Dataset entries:
* * *

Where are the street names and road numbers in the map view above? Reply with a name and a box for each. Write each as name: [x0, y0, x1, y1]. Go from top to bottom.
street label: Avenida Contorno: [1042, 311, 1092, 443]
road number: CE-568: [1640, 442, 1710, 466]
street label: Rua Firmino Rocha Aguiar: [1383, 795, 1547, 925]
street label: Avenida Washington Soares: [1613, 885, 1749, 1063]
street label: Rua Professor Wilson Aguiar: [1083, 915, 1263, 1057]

* * *

YOUR INSTRUCTIONS: Would you please give all of the entries above once more, exactly as they are?

RESPONSE TO THIS TASK:
Where are the street names and road numbers in the map view above? Reply with a name and a box for each. Write each as name: [x0, y0, x1, y1]. Go from top to bottom.
street label: Avenida Contorno: [1042, 311, 1092, 443]
road number: CE-568: [1640, 442, 1710, 466]
street label: Rua Firmino Rocha Aguiar: [1383, 795, 1547, 925]
street label: Avenida Washington Soares: [1613, 885, 1749, 1063]
street label: Rua Professor Wilson Aguiar: [1083, 915, 1263, 1057]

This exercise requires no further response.